Benjamin is Emma’s second husband. Emma has children from a previous marriage. Benjamin has never been married prior to his marriage to Emma and has no children of his own. Some of Emma’s children have been very nice to Benjamin, while others have been quite nasty to him. Emma has significant wealth and intends to ultimately leave it to her children. However, she wants to provide for Benjamin throughout the remainder of his life, if he outlives her. To accomplish this, Emma’s estate plan establishes a trust for Benjamin that is protected from estate taxes at her death. The income generated on the trust property is paid out to Benjamin for his life, with the principal of the property payable to Emma’s children at Benjamin’s death. However, Emma grants Benjamin a testamentary limited power of appointment over certain company stock held in the trust, so that upon his death, Benjamin can determine who among Emma’s children will receive that stock and in what shares. Emma explains this to her children, so that they get the message that, if they mistreat Benjamin after she is gone, he has the authority to reduce the value of their share of her trust by at least some degree. Emma’s hope is that this will incentivize her children to treat Benjamin with a certain level of respect that they sometimes neglected during Emma’s life.

These examples illustrate just a few of the more common reasons why and how powers of appointment can be creatively used to build flexibility into an estate plan. There are many other ways to use these incredibly useful tools. It is important to note, however, that they can also create significant risk and lead to unintended consequences.

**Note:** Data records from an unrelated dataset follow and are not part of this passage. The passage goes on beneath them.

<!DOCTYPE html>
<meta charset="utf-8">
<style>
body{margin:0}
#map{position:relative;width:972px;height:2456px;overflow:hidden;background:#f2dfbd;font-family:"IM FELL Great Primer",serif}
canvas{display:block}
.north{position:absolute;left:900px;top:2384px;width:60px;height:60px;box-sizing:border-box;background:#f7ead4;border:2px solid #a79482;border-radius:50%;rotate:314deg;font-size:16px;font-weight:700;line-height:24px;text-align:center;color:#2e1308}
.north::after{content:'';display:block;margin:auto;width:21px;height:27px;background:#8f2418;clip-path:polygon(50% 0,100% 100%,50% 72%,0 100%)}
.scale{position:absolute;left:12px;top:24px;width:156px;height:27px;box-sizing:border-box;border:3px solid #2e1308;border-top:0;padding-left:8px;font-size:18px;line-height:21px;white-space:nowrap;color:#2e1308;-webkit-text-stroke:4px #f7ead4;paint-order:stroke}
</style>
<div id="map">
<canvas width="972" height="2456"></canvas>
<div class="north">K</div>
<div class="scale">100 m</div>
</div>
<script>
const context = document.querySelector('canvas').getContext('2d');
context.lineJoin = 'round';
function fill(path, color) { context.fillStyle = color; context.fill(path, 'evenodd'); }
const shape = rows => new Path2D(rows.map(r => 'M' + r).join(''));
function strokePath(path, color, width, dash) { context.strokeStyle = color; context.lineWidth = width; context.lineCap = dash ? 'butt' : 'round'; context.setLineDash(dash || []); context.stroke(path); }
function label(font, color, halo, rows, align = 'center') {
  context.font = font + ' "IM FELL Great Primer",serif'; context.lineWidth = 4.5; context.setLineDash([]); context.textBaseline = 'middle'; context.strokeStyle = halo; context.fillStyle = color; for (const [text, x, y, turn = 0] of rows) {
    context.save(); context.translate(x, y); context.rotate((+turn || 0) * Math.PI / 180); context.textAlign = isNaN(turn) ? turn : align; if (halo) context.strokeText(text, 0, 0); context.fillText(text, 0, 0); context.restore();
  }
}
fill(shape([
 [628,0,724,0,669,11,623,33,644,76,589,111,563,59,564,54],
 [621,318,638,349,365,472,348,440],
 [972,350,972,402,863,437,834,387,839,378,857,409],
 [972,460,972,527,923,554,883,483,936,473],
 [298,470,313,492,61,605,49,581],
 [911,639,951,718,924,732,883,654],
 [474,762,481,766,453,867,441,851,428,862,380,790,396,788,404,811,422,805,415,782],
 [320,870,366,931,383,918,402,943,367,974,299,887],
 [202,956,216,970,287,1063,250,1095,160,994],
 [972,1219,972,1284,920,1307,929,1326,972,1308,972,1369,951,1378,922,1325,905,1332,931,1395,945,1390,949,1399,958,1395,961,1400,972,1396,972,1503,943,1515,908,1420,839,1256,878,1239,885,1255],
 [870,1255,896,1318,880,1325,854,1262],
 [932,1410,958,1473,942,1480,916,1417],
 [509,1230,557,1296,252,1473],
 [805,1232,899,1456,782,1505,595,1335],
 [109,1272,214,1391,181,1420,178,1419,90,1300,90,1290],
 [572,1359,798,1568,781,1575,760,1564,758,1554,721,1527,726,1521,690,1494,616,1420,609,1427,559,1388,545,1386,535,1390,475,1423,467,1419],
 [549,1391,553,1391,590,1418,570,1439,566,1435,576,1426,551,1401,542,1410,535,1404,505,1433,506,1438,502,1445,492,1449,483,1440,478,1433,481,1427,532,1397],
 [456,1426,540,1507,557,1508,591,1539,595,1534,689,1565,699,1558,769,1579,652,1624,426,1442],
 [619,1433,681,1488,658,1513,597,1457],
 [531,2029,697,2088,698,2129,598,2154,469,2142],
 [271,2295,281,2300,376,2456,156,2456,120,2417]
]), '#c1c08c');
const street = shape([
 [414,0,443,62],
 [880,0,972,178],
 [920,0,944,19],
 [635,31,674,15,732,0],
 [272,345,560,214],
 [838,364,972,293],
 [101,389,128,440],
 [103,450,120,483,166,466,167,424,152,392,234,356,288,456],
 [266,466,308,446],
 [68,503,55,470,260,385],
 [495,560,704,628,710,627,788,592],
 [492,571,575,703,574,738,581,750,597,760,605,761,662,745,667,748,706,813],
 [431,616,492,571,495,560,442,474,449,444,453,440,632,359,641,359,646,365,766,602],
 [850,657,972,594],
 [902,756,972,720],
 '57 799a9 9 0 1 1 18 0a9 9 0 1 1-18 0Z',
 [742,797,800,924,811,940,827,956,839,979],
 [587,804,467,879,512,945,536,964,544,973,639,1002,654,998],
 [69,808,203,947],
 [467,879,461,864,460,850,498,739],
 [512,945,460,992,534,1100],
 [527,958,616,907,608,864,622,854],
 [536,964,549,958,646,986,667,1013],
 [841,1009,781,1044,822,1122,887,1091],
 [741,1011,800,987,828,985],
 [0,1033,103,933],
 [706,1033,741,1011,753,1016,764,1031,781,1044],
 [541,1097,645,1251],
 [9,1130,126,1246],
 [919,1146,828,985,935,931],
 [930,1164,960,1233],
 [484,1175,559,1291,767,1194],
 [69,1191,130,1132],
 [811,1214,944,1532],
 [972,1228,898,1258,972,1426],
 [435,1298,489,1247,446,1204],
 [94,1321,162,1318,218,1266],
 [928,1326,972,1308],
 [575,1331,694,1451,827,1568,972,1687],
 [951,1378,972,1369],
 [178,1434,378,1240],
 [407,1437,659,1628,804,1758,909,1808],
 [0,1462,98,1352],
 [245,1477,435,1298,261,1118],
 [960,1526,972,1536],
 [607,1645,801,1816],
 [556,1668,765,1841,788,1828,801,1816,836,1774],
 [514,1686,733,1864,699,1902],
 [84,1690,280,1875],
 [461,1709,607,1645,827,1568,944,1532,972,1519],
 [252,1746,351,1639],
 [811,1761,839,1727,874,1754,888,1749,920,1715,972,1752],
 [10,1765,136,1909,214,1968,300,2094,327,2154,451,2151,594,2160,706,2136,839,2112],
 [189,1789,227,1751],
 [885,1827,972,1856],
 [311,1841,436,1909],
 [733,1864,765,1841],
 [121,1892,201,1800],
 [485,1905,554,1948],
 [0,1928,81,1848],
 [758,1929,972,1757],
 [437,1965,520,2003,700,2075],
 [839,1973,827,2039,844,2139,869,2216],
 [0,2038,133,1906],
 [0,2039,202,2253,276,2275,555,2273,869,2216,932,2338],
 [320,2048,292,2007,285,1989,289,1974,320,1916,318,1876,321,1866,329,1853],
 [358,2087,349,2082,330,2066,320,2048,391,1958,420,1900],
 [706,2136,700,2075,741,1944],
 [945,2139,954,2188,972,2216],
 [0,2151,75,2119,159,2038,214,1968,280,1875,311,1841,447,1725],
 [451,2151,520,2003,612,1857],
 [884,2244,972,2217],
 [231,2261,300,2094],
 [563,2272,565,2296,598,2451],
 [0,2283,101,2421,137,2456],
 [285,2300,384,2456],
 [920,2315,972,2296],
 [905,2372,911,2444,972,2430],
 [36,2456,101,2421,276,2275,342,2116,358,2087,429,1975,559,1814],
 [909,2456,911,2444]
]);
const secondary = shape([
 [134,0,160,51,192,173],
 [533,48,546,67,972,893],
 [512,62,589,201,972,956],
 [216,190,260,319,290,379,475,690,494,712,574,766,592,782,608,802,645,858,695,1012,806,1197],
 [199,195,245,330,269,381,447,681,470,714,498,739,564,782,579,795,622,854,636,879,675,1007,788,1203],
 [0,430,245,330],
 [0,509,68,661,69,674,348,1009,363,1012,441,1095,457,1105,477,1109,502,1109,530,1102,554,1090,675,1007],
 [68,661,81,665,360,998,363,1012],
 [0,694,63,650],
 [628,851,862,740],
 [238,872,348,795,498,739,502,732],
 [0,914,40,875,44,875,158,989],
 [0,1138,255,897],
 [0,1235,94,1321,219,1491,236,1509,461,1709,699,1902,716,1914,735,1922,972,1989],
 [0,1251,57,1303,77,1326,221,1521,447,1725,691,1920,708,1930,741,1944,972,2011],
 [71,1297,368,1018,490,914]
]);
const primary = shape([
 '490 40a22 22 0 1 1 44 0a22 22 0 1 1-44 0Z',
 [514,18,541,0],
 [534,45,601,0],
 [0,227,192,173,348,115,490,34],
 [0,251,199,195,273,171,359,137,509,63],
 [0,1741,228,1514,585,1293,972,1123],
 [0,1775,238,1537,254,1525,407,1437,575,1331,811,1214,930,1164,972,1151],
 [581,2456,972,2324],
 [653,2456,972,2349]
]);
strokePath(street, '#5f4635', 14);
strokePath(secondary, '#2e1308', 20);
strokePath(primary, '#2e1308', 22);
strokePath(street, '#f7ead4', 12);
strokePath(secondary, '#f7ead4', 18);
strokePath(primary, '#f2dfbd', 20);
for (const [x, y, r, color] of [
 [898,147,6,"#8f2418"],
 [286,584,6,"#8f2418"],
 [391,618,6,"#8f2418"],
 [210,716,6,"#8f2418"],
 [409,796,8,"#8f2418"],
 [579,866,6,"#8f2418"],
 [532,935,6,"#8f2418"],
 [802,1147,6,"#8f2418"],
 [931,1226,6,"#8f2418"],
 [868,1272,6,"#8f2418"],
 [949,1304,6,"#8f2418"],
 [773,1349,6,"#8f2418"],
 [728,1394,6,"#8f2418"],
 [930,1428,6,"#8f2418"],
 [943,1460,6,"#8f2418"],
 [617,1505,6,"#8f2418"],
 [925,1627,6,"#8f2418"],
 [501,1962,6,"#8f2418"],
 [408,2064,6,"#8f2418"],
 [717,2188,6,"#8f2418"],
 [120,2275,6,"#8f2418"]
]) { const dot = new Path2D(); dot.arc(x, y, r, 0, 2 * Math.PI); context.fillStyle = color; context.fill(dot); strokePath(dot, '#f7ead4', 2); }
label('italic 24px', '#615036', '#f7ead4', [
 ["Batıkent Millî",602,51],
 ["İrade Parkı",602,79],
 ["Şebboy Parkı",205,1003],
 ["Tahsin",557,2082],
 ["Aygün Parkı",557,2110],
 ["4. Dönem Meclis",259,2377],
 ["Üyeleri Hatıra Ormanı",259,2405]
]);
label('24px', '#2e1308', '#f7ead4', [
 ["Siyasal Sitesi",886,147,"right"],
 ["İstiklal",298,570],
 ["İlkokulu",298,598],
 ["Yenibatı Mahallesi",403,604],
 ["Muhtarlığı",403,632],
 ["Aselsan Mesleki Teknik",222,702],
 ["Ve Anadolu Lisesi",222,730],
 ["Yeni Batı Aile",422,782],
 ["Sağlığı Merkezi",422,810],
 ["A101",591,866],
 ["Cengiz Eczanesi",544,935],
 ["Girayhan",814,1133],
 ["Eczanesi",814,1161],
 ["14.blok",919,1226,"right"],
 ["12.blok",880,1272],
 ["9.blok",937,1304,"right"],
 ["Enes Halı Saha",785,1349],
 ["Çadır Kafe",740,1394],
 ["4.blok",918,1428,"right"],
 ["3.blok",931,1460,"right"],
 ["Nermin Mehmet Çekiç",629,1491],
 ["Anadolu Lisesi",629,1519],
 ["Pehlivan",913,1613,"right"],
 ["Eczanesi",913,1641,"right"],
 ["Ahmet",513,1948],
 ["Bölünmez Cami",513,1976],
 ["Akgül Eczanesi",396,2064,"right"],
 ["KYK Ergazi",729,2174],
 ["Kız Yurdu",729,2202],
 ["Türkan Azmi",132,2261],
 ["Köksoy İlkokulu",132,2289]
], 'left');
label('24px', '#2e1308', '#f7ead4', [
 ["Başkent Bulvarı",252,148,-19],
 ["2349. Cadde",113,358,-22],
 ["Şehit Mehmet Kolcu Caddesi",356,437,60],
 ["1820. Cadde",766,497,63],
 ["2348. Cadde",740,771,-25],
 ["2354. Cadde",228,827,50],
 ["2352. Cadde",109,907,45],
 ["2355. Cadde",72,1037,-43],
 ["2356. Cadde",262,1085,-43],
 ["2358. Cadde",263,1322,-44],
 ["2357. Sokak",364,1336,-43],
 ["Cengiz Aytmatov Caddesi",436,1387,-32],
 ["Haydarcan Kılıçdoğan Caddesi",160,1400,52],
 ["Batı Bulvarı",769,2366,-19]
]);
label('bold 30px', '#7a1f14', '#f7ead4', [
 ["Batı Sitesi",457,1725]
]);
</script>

For example, what if Benjamin, in the example above, turned out to be vindictive and, out of spite, exercised his testamentary limited power of appointment to grant everything to one of Emma’s children, who had a terrible gambling problem and who then lost everything in one weekend in Las Vegas? Certainly, this would not have been what Emma had intended. Nevertheless, a power of appointment can lead to this type of result, if the power holder chooses to exercise their power irresponsibly.

By understanding the benefits and limitations of powers of appointment, individuals can identify situations where they are beneficial and evaluate their presence in their estate planning documents or those of their loved ones.